Your objective:
Keep each line of the material that includes "service", and leave out the rest.

Data to process:
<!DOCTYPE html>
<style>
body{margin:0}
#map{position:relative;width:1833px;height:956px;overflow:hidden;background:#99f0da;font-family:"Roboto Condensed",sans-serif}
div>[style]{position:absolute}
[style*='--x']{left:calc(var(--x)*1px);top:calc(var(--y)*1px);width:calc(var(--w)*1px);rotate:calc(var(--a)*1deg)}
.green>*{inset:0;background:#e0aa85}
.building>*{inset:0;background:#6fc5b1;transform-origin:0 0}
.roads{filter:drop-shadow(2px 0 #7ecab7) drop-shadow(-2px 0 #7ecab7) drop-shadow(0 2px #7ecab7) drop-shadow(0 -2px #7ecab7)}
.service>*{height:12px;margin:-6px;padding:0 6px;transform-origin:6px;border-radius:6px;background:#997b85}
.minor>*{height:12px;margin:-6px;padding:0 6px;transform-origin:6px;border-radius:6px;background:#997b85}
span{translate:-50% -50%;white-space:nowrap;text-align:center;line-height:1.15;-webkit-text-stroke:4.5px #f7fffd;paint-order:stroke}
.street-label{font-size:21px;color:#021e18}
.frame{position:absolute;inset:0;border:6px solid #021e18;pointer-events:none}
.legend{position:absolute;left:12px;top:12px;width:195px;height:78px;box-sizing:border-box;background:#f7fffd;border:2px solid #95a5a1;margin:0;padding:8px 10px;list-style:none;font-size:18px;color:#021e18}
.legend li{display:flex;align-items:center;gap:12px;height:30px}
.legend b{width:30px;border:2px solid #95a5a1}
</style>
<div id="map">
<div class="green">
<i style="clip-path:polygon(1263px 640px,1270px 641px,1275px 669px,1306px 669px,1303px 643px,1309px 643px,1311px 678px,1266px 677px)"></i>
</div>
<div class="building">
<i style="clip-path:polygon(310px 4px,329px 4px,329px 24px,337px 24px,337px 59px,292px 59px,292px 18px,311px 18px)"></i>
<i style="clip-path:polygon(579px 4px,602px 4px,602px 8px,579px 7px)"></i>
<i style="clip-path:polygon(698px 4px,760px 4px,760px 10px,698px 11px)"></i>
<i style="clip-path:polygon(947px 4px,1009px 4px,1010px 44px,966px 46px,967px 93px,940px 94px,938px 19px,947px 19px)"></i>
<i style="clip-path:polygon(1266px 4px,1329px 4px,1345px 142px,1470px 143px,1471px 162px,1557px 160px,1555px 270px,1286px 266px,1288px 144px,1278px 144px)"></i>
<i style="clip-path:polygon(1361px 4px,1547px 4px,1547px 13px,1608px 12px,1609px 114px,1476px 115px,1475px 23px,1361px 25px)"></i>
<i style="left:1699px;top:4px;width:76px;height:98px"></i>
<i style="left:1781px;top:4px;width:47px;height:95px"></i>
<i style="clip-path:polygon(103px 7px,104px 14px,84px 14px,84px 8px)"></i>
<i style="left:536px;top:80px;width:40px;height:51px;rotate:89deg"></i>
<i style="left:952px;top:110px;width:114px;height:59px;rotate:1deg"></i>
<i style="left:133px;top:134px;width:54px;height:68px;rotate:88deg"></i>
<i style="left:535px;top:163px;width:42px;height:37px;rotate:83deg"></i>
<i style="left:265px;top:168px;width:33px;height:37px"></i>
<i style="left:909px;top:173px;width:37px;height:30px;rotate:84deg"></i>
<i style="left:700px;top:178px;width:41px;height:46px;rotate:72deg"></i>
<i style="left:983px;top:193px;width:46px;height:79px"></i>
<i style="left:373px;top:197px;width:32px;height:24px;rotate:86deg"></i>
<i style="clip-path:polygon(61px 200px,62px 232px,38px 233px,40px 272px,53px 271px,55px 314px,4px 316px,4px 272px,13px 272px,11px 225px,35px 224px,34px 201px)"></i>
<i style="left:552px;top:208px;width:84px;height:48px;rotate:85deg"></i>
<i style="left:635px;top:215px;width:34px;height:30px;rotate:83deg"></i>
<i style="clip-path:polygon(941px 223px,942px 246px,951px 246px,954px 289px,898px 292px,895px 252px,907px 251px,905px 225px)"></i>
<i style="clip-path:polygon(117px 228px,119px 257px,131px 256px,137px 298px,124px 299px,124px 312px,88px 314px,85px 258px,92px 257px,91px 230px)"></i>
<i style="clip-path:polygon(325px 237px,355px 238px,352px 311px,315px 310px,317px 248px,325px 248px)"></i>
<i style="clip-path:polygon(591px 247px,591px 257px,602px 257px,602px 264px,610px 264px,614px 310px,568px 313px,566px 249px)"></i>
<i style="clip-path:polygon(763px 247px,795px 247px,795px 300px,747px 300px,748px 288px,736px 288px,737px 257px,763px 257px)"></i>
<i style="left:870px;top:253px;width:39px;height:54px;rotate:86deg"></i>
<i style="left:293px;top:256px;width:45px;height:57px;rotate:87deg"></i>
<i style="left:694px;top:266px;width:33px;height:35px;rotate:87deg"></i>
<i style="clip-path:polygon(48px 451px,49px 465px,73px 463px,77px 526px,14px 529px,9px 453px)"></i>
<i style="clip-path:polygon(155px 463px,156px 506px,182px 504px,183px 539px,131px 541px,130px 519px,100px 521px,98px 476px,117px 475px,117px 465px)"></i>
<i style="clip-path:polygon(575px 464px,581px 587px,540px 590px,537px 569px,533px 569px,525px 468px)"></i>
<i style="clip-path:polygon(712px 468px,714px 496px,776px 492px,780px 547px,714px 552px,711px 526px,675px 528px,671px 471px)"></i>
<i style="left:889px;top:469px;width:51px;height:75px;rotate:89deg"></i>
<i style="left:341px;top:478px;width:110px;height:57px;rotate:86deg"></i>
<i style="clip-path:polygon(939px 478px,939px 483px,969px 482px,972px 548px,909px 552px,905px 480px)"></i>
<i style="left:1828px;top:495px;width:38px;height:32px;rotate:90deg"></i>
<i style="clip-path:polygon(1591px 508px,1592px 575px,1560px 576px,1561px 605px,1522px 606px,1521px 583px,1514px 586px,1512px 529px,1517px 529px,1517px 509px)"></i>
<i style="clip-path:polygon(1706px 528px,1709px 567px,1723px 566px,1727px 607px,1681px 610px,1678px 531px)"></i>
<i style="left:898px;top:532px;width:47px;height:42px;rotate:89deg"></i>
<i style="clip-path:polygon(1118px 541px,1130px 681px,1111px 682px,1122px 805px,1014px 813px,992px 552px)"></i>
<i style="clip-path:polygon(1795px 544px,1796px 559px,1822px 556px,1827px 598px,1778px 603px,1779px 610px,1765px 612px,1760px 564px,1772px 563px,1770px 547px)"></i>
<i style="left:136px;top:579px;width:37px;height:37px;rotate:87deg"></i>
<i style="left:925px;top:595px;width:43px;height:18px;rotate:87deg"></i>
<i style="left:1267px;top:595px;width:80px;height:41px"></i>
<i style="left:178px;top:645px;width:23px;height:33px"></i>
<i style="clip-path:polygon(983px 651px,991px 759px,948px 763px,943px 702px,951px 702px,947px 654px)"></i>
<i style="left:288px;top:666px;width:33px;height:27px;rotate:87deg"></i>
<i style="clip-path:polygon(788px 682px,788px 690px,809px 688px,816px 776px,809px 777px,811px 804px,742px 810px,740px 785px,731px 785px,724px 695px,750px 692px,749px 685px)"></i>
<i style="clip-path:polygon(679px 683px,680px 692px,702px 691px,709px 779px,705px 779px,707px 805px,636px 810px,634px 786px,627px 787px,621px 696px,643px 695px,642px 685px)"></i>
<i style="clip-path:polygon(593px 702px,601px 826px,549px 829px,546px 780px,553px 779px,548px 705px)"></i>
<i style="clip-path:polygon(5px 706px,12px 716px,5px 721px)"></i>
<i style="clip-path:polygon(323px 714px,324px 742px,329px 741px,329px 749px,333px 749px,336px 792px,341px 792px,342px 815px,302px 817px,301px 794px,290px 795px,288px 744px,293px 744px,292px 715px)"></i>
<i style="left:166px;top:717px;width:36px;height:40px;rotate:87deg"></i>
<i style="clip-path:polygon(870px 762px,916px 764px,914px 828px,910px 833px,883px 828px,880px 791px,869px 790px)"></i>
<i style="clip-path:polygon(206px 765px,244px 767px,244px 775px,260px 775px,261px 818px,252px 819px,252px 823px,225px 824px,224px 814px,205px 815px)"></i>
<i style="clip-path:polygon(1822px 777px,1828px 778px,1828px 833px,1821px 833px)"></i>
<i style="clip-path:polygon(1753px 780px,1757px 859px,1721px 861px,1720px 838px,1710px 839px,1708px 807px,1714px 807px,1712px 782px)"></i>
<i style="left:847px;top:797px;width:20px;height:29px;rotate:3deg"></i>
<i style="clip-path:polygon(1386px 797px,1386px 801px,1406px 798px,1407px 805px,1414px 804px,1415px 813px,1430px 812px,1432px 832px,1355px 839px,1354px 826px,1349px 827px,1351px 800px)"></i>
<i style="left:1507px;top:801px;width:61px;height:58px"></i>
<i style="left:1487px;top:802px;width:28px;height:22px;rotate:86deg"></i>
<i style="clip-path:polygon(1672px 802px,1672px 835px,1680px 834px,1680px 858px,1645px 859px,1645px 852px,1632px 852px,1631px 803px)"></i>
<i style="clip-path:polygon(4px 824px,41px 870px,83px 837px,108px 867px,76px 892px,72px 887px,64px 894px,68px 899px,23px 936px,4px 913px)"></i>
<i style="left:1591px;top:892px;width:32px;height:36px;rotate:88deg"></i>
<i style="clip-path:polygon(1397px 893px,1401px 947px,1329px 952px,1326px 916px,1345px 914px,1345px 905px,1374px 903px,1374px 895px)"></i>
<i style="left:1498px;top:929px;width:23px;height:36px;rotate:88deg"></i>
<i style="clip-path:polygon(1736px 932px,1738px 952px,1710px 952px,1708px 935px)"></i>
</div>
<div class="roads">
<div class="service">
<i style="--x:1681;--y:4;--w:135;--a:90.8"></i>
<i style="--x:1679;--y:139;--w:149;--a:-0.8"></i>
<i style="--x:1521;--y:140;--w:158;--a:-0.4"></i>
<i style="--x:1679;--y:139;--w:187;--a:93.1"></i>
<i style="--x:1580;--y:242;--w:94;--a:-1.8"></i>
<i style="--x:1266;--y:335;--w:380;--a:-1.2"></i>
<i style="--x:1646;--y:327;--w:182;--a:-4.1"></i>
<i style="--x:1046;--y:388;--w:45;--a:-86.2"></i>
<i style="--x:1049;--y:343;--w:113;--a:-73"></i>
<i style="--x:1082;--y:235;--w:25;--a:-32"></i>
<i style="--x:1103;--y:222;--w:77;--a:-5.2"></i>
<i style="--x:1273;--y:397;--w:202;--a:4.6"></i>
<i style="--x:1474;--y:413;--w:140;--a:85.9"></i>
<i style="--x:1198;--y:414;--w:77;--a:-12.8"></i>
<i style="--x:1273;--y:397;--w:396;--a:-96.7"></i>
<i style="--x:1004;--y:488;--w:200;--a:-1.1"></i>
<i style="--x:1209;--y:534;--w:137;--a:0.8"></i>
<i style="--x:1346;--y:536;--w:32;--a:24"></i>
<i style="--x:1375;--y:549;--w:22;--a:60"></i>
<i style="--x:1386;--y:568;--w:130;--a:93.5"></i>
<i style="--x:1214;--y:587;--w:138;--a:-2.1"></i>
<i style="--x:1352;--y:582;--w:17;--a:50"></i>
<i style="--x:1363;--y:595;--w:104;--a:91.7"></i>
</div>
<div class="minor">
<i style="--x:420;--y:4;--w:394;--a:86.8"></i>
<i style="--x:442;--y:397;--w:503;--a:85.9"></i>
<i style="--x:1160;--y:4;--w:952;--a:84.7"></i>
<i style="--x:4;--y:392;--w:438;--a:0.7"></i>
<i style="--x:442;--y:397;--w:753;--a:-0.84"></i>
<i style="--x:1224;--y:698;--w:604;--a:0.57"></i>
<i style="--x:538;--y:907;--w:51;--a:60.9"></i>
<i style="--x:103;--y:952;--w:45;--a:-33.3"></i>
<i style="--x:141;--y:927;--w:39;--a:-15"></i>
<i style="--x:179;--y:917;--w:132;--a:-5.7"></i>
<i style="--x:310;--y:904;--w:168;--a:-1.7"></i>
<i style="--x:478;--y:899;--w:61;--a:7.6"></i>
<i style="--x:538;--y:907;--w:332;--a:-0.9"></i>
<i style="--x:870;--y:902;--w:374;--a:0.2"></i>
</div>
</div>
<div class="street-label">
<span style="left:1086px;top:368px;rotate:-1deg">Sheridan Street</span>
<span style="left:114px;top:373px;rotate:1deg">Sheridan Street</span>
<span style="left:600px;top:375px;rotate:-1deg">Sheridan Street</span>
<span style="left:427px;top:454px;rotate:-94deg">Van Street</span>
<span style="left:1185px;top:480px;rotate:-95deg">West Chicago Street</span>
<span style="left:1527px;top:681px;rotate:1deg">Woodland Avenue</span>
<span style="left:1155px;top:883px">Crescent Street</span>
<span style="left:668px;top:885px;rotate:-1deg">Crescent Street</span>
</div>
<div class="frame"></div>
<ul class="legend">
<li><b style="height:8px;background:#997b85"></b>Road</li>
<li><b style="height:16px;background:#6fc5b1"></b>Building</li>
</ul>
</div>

Answer for the task:
.service>*{height:12px;margin:-6px;padding:0 6px;transform-origin:6px;border-radius:6px;background:#997b85}
<div class="service">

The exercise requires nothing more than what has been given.